Saturday, July 16, 2011

Ah Love

Remember your first love? Remember that electric charge that shot through your fingertips when his hand brushed against yours? Remember waiting by the phone for his call? (For those under thirtyish: phones used to be attached to the wall, usually in the kitchen. If you were lucky, it had a long boingy cord you could stretch into another room so you could talk with some degree of privacy and not suffer your little brothers dancing around you chanting Jody’s got a boyfriend Jody’s got a boyfriend.) And remember when he dumped you for a girl named Stacy and you buried yourself under your covers and cried into your pillow until you had no tears left to shed and then you would torment yourself by accidentally on purpose running into him (and that twit, Stacy)?

Ah. Young love. There is nothing more wondrous and painful. And if you want to experience it again, in all its heartbreaking and dramatic glory, I’ve got the book for you.

But first, an aside about that still-bugging me article in the Wall Street Journal by Meghan Cox Gurdon. I heard her on NPR debating YA author Lauren Myracle, and I have to admit that she—Gurdon—sounded more reasonable and intelligent than I had assumed. But still. There is something that ticks me off about one person deciding what is appropriate reading material for an entire group. Kids (like, uh, people) are different. Some can handle more mature material and some aren’t emotionally ready for it yet. Some are exposed to far worse things in their own lives than ANYTHING they could read in a book. I’m sorry if there are some people out there who don’t understand that or don’t want to believe it. And I still maintain that kids will be drawn to the books they are ready for when they are ready to read them. In the end, they can always close the book. And as a former English teacher and mother of two teens, I can guarantee you, they will. I can also guarantee that when we tell kids NOT to read a book, it makes it all the more likely they will seek it out. This dates me, but the censored, “trashy” book when I was a teen was the series Flowers in the Attic by VC Andrews. (Which also happens to be about young love, albeit of the twisted, incestuous variety.) Everyone I knew was reading these books, passing them around like they were illegal drugs under the cafeteria tables in our Catholic high school.

Love comes in many forms. And kids, who are trying to figure things out about the world of love, can safely and cathartically experience it in books.

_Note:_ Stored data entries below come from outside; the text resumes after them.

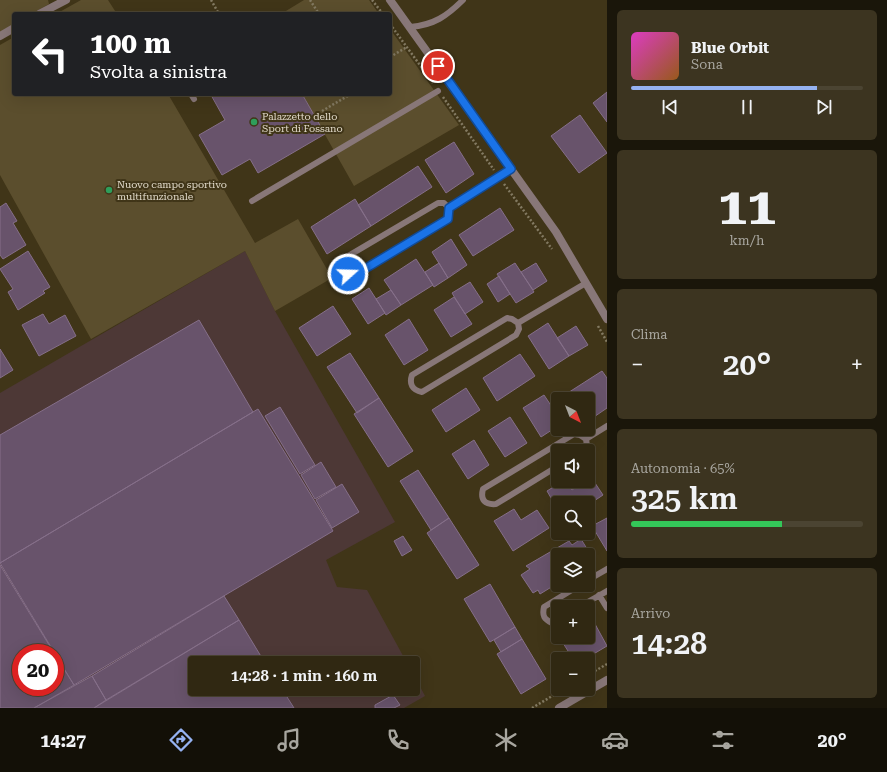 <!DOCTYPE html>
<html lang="it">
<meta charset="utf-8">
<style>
body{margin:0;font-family:"Roboto Serif",serif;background:#3c3420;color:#f1f3f6;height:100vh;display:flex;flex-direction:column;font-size:15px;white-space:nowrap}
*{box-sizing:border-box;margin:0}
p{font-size:13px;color:#a8a69f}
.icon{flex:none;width:22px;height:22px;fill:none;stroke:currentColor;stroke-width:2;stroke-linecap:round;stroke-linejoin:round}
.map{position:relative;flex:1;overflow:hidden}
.side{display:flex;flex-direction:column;gap:10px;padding:10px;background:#1a160a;width:280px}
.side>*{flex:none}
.guide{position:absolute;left:12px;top:12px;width:380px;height:84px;border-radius:4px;box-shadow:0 4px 16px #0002,0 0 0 1px #4b4432;background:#202124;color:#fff;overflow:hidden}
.needle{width:26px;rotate:138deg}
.fabs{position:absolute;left:551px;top:392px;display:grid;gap:8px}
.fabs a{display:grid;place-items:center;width:44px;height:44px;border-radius:4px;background:#302812;box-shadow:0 4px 16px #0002,0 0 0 1px #4b4432;font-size:20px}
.speed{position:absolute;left:12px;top:644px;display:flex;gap:8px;font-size:20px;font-weight:700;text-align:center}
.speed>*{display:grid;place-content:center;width:52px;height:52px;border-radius:50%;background:#302812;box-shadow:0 4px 16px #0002,0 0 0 1px #4b4432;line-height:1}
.speed .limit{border:6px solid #d22;background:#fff;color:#111}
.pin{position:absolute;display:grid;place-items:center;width:34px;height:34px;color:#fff;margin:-17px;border:2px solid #fff;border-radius:50%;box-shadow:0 1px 4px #0007}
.me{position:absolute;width:44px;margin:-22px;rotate:70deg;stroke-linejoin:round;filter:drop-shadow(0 0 3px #0008)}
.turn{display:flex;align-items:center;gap:14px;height:84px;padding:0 12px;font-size:18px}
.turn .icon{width:52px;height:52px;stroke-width:2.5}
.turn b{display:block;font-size:28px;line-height:34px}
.big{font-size:30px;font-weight:600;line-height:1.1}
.side .tile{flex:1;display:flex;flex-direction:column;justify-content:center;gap:6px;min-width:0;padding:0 14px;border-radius:6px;background:#3c3420}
.side .dial{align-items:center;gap:0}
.dial b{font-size:52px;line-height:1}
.song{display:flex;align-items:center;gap:12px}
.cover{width:48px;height:48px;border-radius:6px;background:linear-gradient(135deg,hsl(310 70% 55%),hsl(30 70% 35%))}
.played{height:4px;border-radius:2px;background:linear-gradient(90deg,#95b2f1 80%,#4b4432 80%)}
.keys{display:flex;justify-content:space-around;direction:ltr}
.heat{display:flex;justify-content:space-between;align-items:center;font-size:22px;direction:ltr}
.charge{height:6px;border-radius:3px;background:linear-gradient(90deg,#34c759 65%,#4b4432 0)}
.trip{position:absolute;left:188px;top:656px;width:232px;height:40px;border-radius:4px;background:#302812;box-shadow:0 4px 16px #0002,0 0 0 1px #4b4432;font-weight:600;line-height:40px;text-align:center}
.menu{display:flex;height:64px;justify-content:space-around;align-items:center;background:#131007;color:#a8a69f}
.menu .icon{width:28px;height:28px}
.menu .current{color:#95b2f1}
.menu b{font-size:18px;color:#f1f3f6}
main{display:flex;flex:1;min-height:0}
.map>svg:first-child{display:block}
</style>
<main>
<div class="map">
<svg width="607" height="708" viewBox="0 0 607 708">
<rect width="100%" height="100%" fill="#403518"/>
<!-- industrial -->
<path fill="#4d3836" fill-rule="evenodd" d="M245,251l30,60 120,211 -69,38 11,27 30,3 40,73h-212v26h218v-16l12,23 -21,12h-404v-315zM21,653h34v34h-34z"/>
<!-- green -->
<path fill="#5b4e2d" d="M0,0h48l1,4 -18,10h-17v11l-14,8z
M81,0h27l9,14h-61z
M304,0h65l10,14h-98z
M390,29l69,96 -105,61 -52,-92h88z
M14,37v57h154l87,149 43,-24 34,59 -57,33 -30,-60 -154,88 -91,-164v-130z"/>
<!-- building -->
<path fill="#68536b" stroke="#856f89" d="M607,92v30l-14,-19z
M213,94h89l23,40 -67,39 -8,-14 -28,16 -23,-40 26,-15 -14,-25z
M580,115l27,38 -28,20 -28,-37z
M454,142l20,32 -28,19 -21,-33z
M418,166l14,21 -61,39 -13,-21z
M355,199l16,27 -44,28 -16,-27z
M6,203l11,18 -4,2 13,22 -23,14 -3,-4v-48z
M500,208l14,22 -41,26 -14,-21z
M451,239l16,26 -19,13 -16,-26z
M28,251l22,36 -7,4 2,2 -27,17 -10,-18 5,-3 -13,-20z
M416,259l17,26 -32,20 -17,-25z
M439,263l9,15 -14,9 -9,-15z
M515,263l19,29 -18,11 -19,-29z
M536,263l11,18 -14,9 -12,-18z
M499,276l11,18 -12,8 -11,-18z
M470,282l13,20 -18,12 -13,-21z
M369,288l16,25 -17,11 -16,-25z
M391,290l10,15 -15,10 -10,-16z
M454,297l18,27 -21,13 -17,-27z
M333,306l18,28 -34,22 -18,-28z
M43,314l6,10 16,-9 11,21 -37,20 -17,-31z
M409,319l19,31 -24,15 -19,-30z
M199,320l54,92 -253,151v-128z
M548,323l21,33 -20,13 -21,-33z
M576,326l12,19 -19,11 -12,-18z
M0,349l13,21 -13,8z
M350,353l29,45 -22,15 -30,-46z
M520,354l15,22 -38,25 -14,-23z
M602,371l5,7v30l-19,13v-22h-23l-2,-3z
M466,388l14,22 -34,22 -14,-22z
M544,395l14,21v10l-17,11 -18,-29z
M379,398l34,53 -25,16 -34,-53z
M280,407l35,58 -15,9 -35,-58z
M258,409l75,122 -259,154 -74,-122z
M510,417l17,26 -22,14 -17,-26z
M474,440l15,25 -21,14 -16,-25z
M321,462l15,25 -21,12 -14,-24z
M418,470l31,48 -18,12 -31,-49z
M591,477l12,18 -15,10v-2h-30v7l-11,-19 16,-10h2l7,9 13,-9h3z
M342,484l17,28 -27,16 -16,-28z
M514,509l7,11 16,-10 12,18 -36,23 -19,-30z
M449,518l30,47 -22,14 -30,-46z
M607,518v33l-15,-25z
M403,536l9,14 -10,6 -8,-15z
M581,539l11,18 -4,2v-4h-30v28l-18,11 -2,-4 -5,3 -12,-18 9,-6 -4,-3 43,-25 3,4z
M0,565l54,88h-33v34h34v-32l19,30 -40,23h-34z
M490,584l25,43 -25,15 -26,-43z
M224,596l15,24 -133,80 -14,-24z
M239,620l26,43h-70v26h87l12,19h-200z
M595,624l12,22 -22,13h-12l-10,-16 10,-6h15v-9z
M515,627l7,12 -21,13 -7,-12z
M522,639l24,40 -25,15 -24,-40z
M92,676l14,24 -12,8h-60z
M393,695l7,10 -6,3h-19v-3z"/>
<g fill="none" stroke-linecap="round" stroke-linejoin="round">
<!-- path -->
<path stroke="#837a62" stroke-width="2.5" stroke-dasharray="2 2" stroke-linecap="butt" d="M211,0l8,14
M310,0l9,14
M372,0l11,14
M390,24l43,59
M390,57l17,-10
M443,97l51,73
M322,111l29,-17
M504,184l48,65
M598,326l9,16
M588,675l19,-11
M532,708l32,-19"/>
<!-- lane -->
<path stroke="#887778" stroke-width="6" d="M410,27c24,-2 37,-11 53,-27
M191,94l3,5
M252,201l186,-110
M449,208l-5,-5h-6l-95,56c-2,8 2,14 10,17l95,-57 1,-11 62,-39
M518,323l1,6 -3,6 -94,57c-10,-2 -13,-8 -10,-17l95,-57 5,1 6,4 68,-40
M586,439l21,-13
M558,466l-62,38c-11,1 -16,-4 -13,-15l91,-55 6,1 6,4 1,7 -2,5
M588,580l19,-11
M599,595l8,13
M579,607l28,-16
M558,620l-6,3c-8,-4 -10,-7 -8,-16l36,-22"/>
<!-- street -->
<path stroke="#887778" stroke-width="8" d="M390,0l166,232 51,87
M39,14l27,-14
M0,36l14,-8
M559,708l48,-28"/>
</g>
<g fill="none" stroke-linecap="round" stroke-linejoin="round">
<defs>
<path id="route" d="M348,274l5,2 95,-57 1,-11 62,-39 -73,-103"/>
</defs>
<!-- route casing -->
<use href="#route" stroke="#114b97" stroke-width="10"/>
<!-- route -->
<use href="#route" stroke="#1a73e8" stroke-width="7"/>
</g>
<!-- markers -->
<g fill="#2e9e5b" stroke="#403518" stroke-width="1.5">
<circle cx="254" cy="122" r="4"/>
<circle cx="109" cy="190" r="4"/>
</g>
<g text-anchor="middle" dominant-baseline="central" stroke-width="4" stroke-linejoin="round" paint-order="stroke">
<!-- poi labels -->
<g font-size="10" fill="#e1daca" stroke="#403518" text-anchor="start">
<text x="262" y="116">Palazzetto dello<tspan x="262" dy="12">Sport di Fossano</tspan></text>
<text x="117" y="184">Nuovo campo sportivo<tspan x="117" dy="12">multifunzionale</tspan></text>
</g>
</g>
</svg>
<div class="fabs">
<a><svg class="needle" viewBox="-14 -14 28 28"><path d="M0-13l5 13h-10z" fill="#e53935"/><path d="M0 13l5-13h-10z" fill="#a8a69f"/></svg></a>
<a><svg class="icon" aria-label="sound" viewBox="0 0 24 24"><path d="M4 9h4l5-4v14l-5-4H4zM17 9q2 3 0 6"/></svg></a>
<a><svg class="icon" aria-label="search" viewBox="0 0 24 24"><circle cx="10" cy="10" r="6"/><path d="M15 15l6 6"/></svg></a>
<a><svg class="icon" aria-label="layers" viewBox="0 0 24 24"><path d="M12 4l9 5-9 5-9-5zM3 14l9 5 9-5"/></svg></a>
<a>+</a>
<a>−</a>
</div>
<div class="speed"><div class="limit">20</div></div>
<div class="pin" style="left:438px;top:66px;background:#d93025"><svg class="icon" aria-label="arrive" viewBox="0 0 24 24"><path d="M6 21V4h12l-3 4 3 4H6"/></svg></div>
<svg class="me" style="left:348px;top:274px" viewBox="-20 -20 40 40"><circle r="17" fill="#1a73e8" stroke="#fff" stroke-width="3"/><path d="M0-11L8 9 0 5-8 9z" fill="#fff"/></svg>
<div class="trip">14:28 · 1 min · 160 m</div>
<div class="guide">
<div class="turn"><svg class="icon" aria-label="left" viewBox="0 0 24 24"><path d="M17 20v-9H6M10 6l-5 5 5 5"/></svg><div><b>100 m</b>Svolta a sinistra</div></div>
</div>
</div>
<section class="side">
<div class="tile">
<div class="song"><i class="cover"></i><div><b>Blue Orbit</b><p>Sona</p></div></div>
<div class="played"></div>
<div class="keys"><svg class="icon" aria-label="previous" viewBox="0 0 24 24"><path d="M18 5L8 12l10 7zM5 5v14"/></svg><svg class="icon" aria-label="pause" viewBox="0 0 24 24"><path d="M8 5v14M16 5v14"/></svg><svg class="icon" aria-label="next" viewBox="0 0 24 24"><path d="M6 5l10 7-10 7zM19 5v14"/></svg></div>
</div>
<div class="tile dial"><b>11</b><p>km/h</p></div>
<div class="tile"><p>Clima</p>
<div class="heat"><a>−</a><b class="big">20°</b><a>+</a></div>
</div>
<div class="tile"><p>Autonomia · 65%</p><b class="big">325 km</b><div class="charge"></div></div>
<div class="tile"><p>Arrivo</p><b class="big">14:28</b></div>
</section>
</main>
<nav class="menu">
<b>14:27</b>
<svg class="icon current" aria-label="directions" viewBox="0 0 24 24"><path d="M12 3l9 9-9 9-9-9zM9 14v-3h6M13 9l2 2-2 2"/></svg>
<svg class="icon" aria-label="music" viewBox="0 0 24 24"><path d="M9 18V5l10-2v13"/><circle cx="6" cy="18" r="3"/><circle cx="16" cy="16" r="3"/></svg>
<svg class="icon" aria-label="phone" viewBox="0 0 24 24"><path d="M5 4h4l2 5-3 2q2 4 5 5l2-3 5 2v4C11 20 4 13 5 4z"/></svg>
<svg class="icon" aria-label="climate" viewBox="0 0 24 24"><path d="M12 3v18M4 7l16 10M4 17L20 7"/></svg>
<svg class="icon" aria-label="car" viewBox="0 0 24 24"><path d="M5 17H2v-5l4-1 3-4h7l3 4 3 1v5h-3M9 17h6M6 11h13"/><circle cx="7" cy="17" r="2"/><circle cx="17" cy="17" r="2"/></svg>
<svg class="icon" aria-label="filters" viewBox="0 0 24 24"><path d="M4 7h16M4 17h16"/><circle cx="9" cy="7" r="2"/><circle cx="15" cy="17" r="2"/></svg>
<b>20°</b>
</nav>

It might disturb adults that a teen’s first experience will be of four pale waifs locked in an attic by their evil selfish mother, but I’m going to assume that none of us rabid readers of VC Andrews thought that turning to our brother in times of crisis was a swell idea.

But okay. Let’s talk about a good book about love. Lola and the Boy Next Door by Stephanie Perkins. What makes a good book about love, you may be asking? Well, first, I think it has to have realistic, complex characters and not the one-dimensional variety of perfect, handsome boys with hard-planed chests. I don’t even know what this means exactly, but I’ve been coming across this description over and over again since I first read it in Twilight. Yes. Edward Cullen has a hard-planed chest. That’s also ice cold. Not sure why this is appealing to teen girls. I think I’d rather run my hands over a warm, hard-planed chest. But maybe that’s just me.

I don’t know what kind of chest Cricket Bell, the handsome boy in Lola and Boy Next Door, has. But I do know that he’s a brilliant inventor. He’s shy. He’s fiercely devoted to his twin sister who is an Olympic level figure skater. And his upstairs bedroom window is directly across from Lola’s upstairs bedroom window. Lola is a costume designer and creative wig wearer with a complicated family. Her two dads are over-protective, but only because they don’t like her boyfriend. It’s not Cricket. It’s Max, and Lola is crazy in love with him even though he’s much older and sometimes mocks her fashion style. Also, she’s still ticked off at Cricket for breaking her heart several years ago. And even though he was her first love, she’s not holding onto any feelings for him. Really. She’s over him. She loves Max now.

Perkins gives us a love triangle with real people (not vampires and werewolves) and no easy answers. Lola and the Boy Next Door is sweet and angsty, just like young love. It’ll be out in September so make a note to look for it in then. In the meantime, check out Perkins’ first book Anna and the French Kiss. It’s a perfect summer beach read that’ll have you time-traveling back to your teen years before twitty Stacy came into the picture and stole your first love.